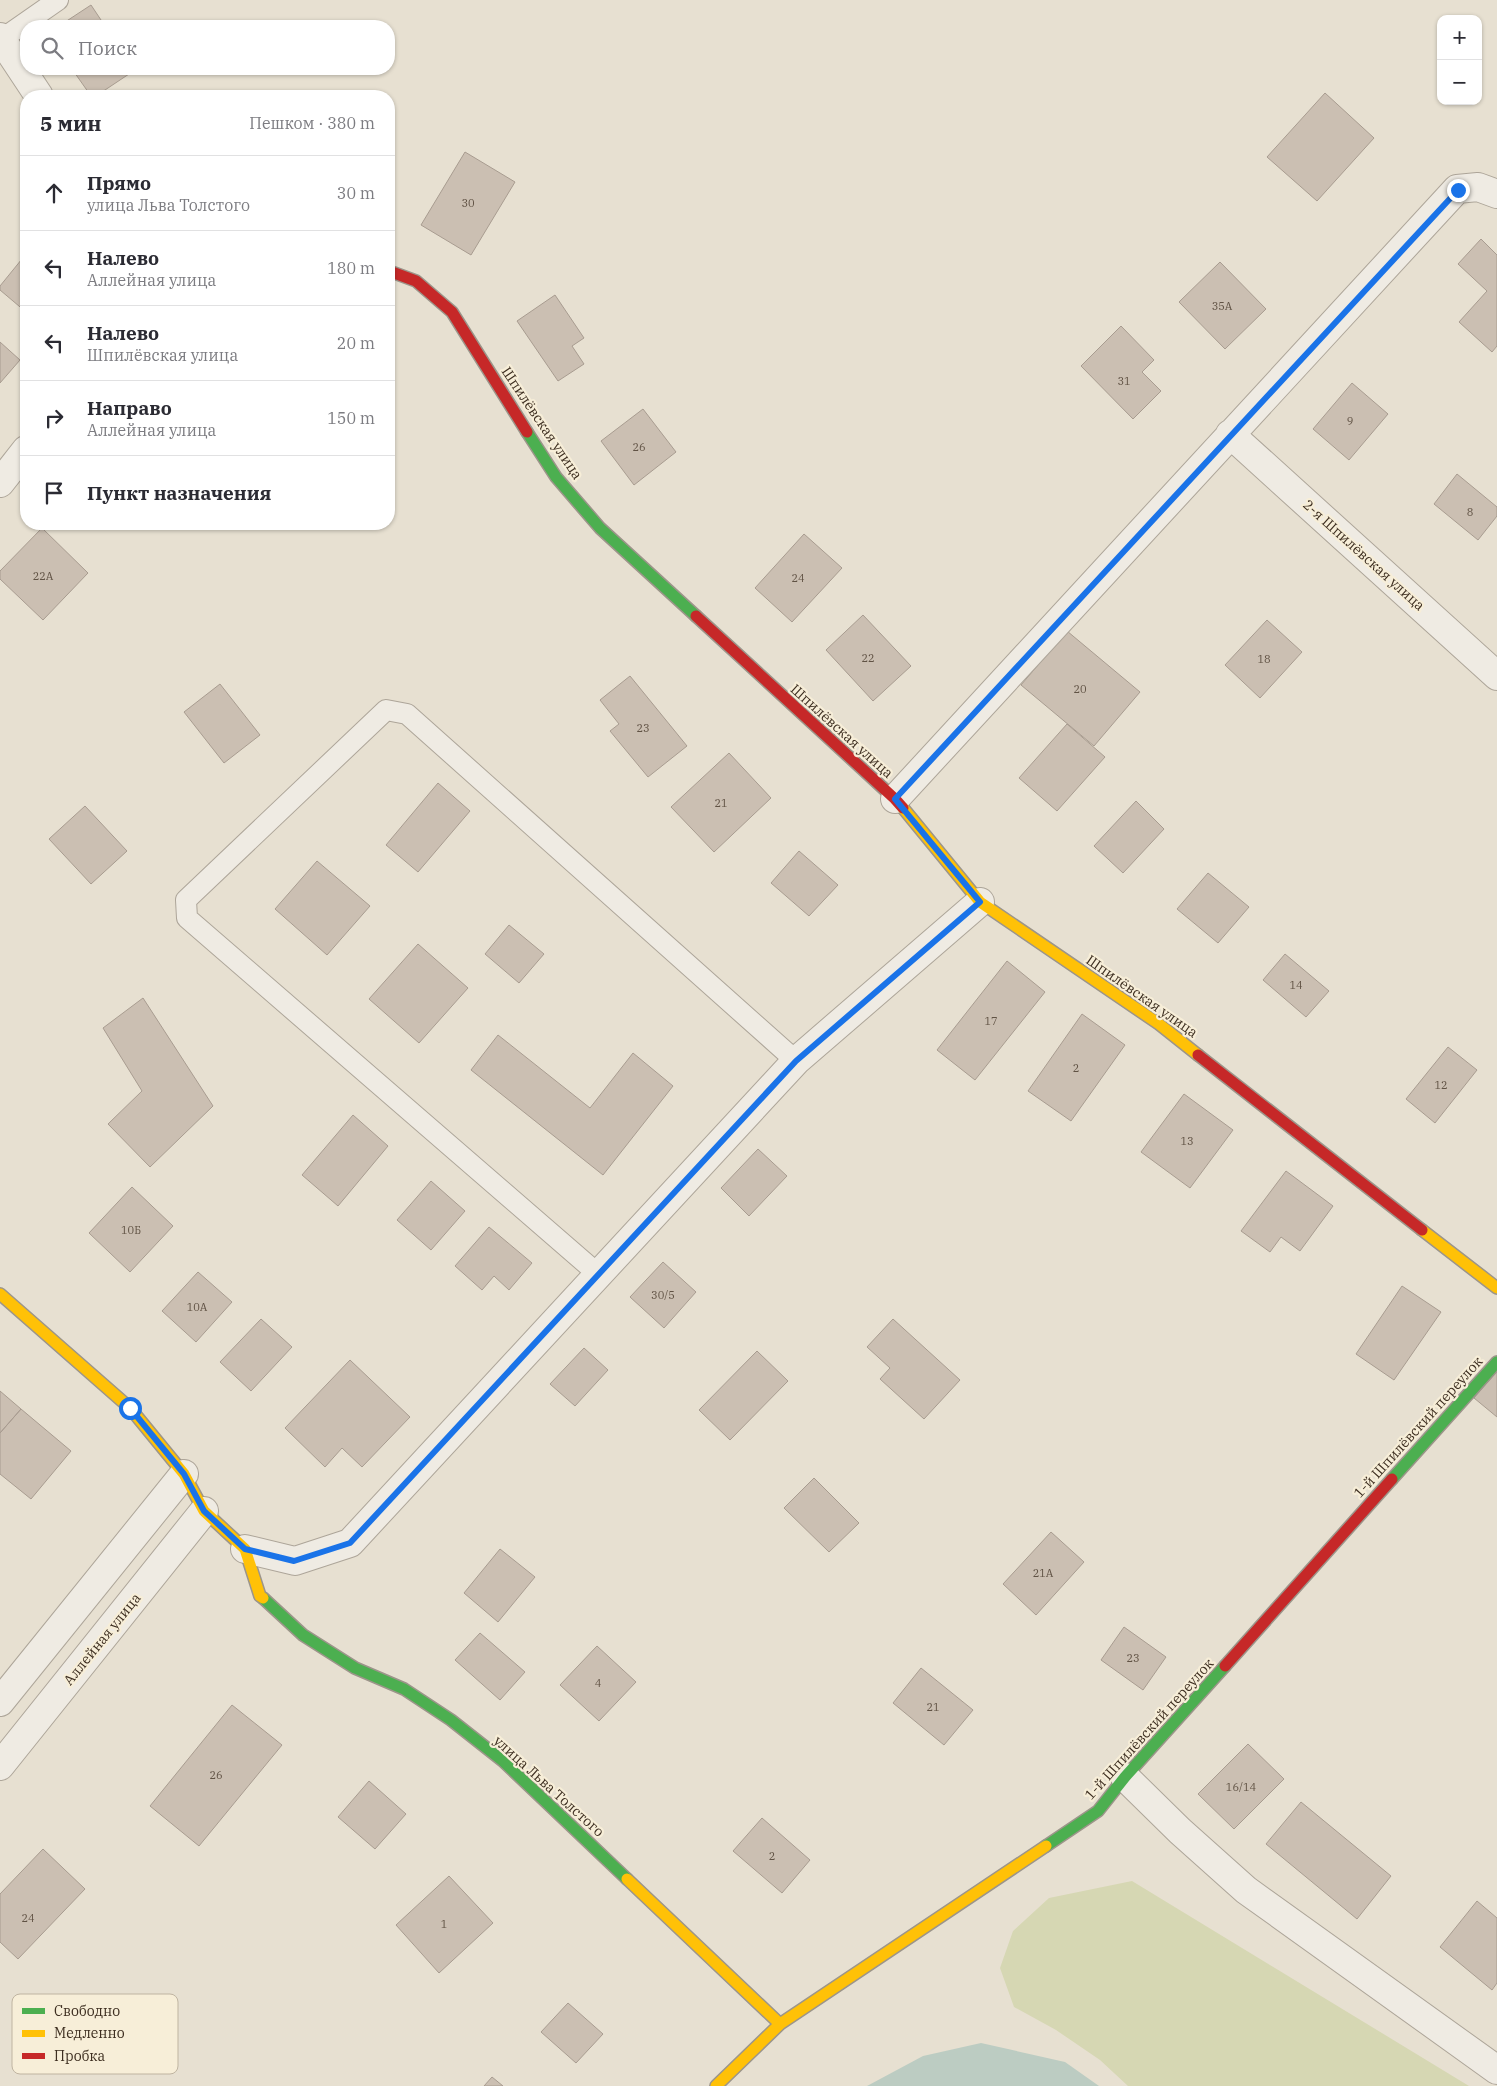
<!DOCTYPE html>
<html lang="ru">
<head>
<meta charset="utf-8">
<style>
	body { margin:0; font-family:"IBM Plex Serif",serif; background:#f7f7f7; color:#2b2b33 }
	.controls { position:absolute; right:15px; top:15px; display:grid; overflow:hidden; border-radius:10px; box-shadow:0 1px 4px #0004 }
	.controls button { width:45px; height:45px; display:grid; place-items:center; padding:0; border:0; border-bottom:1px solid #e1e1e2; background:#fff; color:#2b2b33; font:25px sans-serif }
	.stop { position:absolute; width:15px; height:15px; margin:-11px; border:4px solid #1a73e8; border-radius:50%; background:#fff }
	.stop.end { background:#1a73e8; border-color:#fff; box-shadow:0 1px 5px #0008 }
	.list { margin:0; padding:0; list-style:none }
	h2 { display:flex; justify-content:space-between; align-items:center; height:65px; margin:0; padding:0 20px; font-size:21px }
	h2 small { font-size:16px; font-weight:400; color:#7c7c81 }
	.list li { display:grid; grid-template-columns:32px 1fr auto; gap:15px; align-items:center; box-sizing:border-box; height:75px; padding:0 20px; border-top:1px solid #e1e1e2 }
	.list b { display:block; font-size:19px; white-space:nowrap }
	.list p { margin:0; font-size:16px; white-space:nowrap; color:#7c7c81 }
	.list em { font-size:16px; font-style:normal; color:#7c7c81 }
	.icon { flex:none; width:28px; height:28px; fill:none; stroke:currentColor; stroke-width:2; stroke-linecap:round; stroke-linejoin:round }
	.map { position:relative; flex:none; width:1497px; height:2086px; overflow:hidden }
	.search { position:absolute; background:#fff; box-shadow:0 1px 4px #0004; left:20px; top:20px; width:375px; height:55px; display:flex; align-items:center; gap:12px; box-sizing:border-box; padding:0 18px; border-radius:20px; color:#7c7c81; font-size:19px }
	.panel { position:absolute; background:#fff; box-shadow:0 1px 4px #0004; left:20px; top:90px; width:375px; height:440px; border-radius:20px }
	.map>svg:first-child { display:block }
</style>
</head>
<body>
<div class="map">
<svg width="1497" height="2086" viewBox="0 0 1497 2086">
	<rect width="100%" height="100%" fill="#e7e0d1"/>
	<path fill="#d6d7b3" d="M1132 1881 1469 2086H1128L1100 2060 1056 2030 1014 2007 1000 1968 1013 1931 1049 1898Z"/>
	<path fill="#bcccc2" d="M981 2043 1065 2062 1099 2086H867L923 2056Z"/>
	<path fill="#cbbfb2" stroke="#a89c90" d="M91 5 105 26H59Z
		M72 69H134L135 70 96 96H91Z
		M1325 93 1374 138 1317 201 1267 157Z
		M465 152 515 182 471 255 421 225Z
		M1481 239 1497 255V346L1492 352 1459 322 1487 291 1458 264Z
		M26 254V312L0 290V286Z
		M1220 262 1266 309 1225 349 1179 302Z
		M555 295 584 338 572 346 584 364 558 381 517 321Z
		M1121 326 1154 360 1142 372 1161 391 1133 419 1081 366Z
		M0 342 20 360 0 383Z
		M1352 383 1388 414 1349 460 1313 429Z
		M643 409 676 452 634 485 601 441Z
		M1457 474 1497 507V516L1478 540 1434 504Z
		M42 528 88 573 43 620 0 579V571Z
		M804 534 842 568 792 622 755 588Z
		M863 615 911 666 873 701 826 650Z
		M1267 620 1302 652 1260 698 1225 665Z
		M1067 631 1140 692 1094 746 1021 685Z
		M630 676 687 746 648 777 610 731 619 724 600 700Z
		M220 684 260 735 224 763 184 712Z
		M1067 724 1105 757 1057 811 1019 778Z
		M729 753 771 798 714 852 671 807Z
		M438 783 470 811 418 872 386 845Z
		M1136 801 1164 829 1123 873 1094 846Z
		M85 806 127 851 91 884 49 839Z
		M799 851 838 885 809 916 771 883Z
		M317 861 370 906 327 955 275 909Z
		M1208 873 1249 907 1218 943 1177 909Z
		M509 925 544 954 519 983 485 954Z
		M418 944 468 988 419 1043 369 999Z
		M1285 954 1329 991 1306 1017 1263 980Z
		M1007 961 1045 992 975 1080 937 1050Z
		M143 998 213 1106 150 1167 108 1124 142 1091 103 1028Z
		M1082 1014 1125 1045 1071 1121 1028 1091Z
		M498 1035 590 1108 633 1053 673 1086 603 1175 471 1070Z
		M1448 1047 1477 1070 1435 1123 1406 1099Z
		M1184 1094 1233 1130 1190 1188 1141 1152Z
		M353 1115 388 1146 338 1206 302 1175Z
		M758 1149 787 1176 749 1216 721 1188Z
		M1286 1171 1333 1206 1300 1251 1281 1237 1270 1252 1241 1231Z
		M431 1181 465 1211 431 1250 397 1220Z
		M132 1187 173 1226 130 1272 89 1233Z
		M489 1227 532 1263 509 1290 494 1276 482 1290 455 1266Z
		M663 1262 696 1292 664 1328 630 1297Z
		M198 1272 232 1302 196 1342 162 1311Z
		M1402 1286 1441 1312 1394 1380 1356 1354Z
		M261 1319 292 1347 251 1391 220 1362Z
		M893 1319 960 1380 924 1419 880 1379 890 1368 867 1347Z
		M584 1348 608 1370 575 1406 550 1384Z
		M757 1351 788 1381 730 1440 699 1410Z
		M350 1360 410 1417 362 1467 342 1448 325 1467 285 1428Z
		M1497 1371V1417L1474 1398Z
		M0 1391 21 1409 0 1433Z
		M21 1409 71 1451 31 1499 0 1474V1433Z
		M814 1478 859 1523 829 1552 784 1508Z
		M1051 1532 1084 1562 1036 1615 1003 1584Z
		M500 1549 535 1577 498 1622 464 1593Z
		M1124 1627 1166 1657 1143 1690 1101 1660Z
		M480 1633 525 1672 500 1700 455 1660Z
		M597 1646 636 1682 599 1721 560 1685Z
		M921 1668 973 1710 944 1745 893 1703Z
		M232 1705 282 1745 199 1846 150 1806Z
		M1248 1744 1284 1779 1234 1829 1198 1794Z
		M369 1781 406 1814 375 1849 338 1817Z
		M1301 1802 1391 1876 1357 1919 1266 1844Z
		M762 1818 810 1860 782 1893 733 1851Z
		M43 1849 85 1889 18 1959 0 1942V1894Z
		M449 1876 493 1923 439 1973 396 1925Z
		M1477 1901 1497 1918V1983L1492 1990 1440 1947Z
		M568 2003 603 2034 576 2063 541 2032Z
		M492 2077 503 2086H484Z"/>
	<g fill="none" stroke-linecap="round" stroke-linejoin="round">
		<g stroke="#ada599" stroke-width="22">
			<path id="lane" d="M2 39 58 0
				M598 1274 187 918 186 900 386 710 407 714 796 1061"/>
		</g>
		<g stroke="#ada599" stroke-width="30">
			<path id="street" d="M0 37 39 96
				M1230 434 1497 676
				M0 483 26 450
				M895 799 1457 189 1478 187 1497 194
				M245 1549 295 1561 350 1543 796 1061 980 902
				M0 1702 184 1474
				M0 1766 204 1511
				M1125 1777 1180 1831 1246 1890 1497 2070"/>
		</g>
		<g stroke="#9c958a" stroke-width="14">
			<path id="fast" d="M527 432 556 477 600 528 696 616
				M1392 1479 1497 1362
				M263 1598 303 1635 355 1668 404 1689 451 1720 503 1761 627 1879
				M1046 1846 1098 1811 1125 1777 1225 1666"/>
		</g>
		<g stroke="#9c958a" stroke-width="14">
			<path id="slow" d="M903 808 980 902 1159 1024 1198 1055
				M1422 1230 1497 1288
				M0 1294 130 1408 184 1474 204 1511 245 1549 260 1596 263 1598
				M627 1879 780 2024
				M716 2086 780 2024 1046 1846"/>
		</g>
		<g stroke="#9c958a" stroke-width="14">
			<path id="jam" d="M389 271 416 281 452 312 527 432
				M696 616 895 799 903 808
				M1198 1055 1422 1230
				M1225 1666 1392 1479"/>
		</g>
		<use href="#lane" stroke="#efebe3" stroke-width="20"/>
		<use href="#street" stroke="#efebe3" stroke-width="28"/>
		<use href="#fast" stroke="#4caf50" stroke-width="11"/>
		<use href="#slow" stroke="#ffc107" stroke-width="11"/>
		<use href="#jam" stroke="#c62828" stroke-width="11"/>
	</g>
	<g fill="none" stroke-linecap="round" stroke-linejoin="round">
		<path stroke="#1a73e8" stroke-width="6" d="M130 1408 184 1474 204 1511 245 1549 294 1561 350 1543 796 1061 980 902 895 799 1458 190"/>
	</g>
	<g text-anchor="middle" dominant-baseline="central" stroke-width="4.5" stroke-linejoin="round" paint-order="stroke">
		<g font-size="11" fill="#605244">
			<text x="468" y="203">30</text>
			<text x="1222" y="306">35А</text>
			<text x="1124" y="381">31</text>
			<text x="1350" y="421">9</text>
			<text x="639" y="447">26</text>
			<text x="1470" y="512">8</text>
			<text x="43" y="576">22А</text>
			<text x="798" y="578">24</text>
			<text x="868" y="658">22</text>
			<text x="1264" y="659">18</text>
			<text x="1080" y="689">20</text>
			<text x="643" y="728">23</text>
			<text x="721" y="803">21</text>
			<text x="1296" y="985">14</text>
			<text x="991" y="1021">17</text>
			<text x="1076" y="1068">2</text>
			<text x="1441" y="1085">12</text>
			<text x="1187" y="1141">13</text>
			<text x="131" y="1230">10Б</text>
			<text x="663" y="1295">30/5</text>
			<text x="197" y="1307">10А</text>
			<text x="1043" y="1573">21А</text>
			<text x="1133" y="1658">23</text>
			<text x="598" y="1683">4</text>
			<text x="933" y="1707">21</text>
			<text x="216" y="1775">26</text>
			<text x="1241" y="1787">16/14</text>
			<text x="772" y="1856">2</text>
			<text x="28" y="1918">24</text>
			<text x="444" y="1924">1</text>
		</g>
		<g font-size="14" fill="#3d2e20" stroke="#f7eed8">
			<text transform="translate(542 423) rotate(56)">Шпилёвская улица</text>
			<text transform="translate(1364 555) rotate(42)">2-я Шпилёвская улица</text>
			<text transform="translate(842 731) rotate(42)">Шпилёвская улица</text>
			<text transform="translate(1142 996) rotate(35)">Шпилёвская улица</text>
			<text transform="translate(1418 1427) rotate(-48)">1-й Шпилёвский переулок</text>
			<text transform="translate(102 1639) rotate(-51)">Аллейная улица</text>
			<text transform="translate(1149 1729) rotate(-48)">1-й Шпилёвский переулок</text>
			<text transform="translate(549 1786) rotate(42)">улица Льва Толстого</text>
		</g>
	</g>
	<rect x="12" y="1994" width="166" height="80" rx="8" fill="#f7eed8" stroke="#bfb4a1" stroke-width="1"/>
	<rect x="22" y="2008" width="23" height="6" fill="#4caf50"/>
	<rect x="22" y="2030" width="23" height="7" fill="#ffc107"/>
	<rect x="22" y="2053" width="23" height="6" fill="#c62828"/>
	<g font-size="14" fill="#3d2e20">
		<text x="54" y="2016">Свободно</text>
		<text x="54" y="2038">Медленно</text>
		<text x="54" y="2061">Пробка</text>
	</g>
</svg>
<div class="controls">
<button>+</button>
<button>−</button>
</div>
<div class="stop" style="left:130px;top:1408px"></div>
<div class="stop end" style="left:1458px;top:190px"></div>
<div class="search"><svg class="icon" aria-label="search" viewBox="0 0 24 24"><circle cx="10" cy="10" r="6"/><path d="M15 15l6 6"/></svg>Поиск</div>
<section class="panel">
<h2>5 мин<small>Пешком · 380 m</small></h2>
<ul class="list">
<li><svg class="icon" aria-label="ahead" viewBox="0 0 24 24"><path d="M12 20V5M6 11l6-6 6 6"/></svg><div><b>Прямо</b><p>улица Льва Толстого</p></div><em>30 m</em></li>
<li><svg class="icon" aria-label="left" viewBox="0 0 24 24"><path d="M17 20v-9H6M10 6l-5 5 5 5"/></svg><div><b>Налево</b><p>Аллейная улица</p></div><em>180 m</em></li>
<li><svg class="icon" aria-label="left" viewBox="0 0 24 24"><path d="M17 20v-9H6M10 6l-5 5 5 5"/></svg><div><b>Налево</b><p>Шпилёвская улица</p></div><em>20 m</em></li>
<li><svg class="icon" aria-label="right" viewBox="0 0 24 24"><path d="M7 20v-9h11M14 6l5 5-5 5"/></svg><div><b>Направо</b><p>Аллейная улица</p></div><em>150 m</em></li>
<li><svg class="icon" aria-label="arrive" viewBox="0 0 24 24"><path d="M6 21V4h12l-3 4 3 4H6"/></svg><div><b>Пункт назначения</b></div></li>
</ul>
</section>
</div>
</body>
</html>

════

Each line of the data that includes "list" should be copied.

_ANSWER TO THIS TASK_
	.list { margin:0; padding:0; list-style:none }
	.list li { display:grid; grid-template-columns:32px 1fr auto; gap:15px; align-items:center; box-sizing:border-box; height:75px; padding:0 20px; border-top:1px solid #e1e1e2 }
	.list b { display:block; font-size:19px; white-space:nowrap }
	.list p { margin:0; font-size:16px; white-space:nowrap; color:#7c7c81 }
	.list em { font-size:16px; font-style:normal; color:#7c7c81 }
<ul class="list">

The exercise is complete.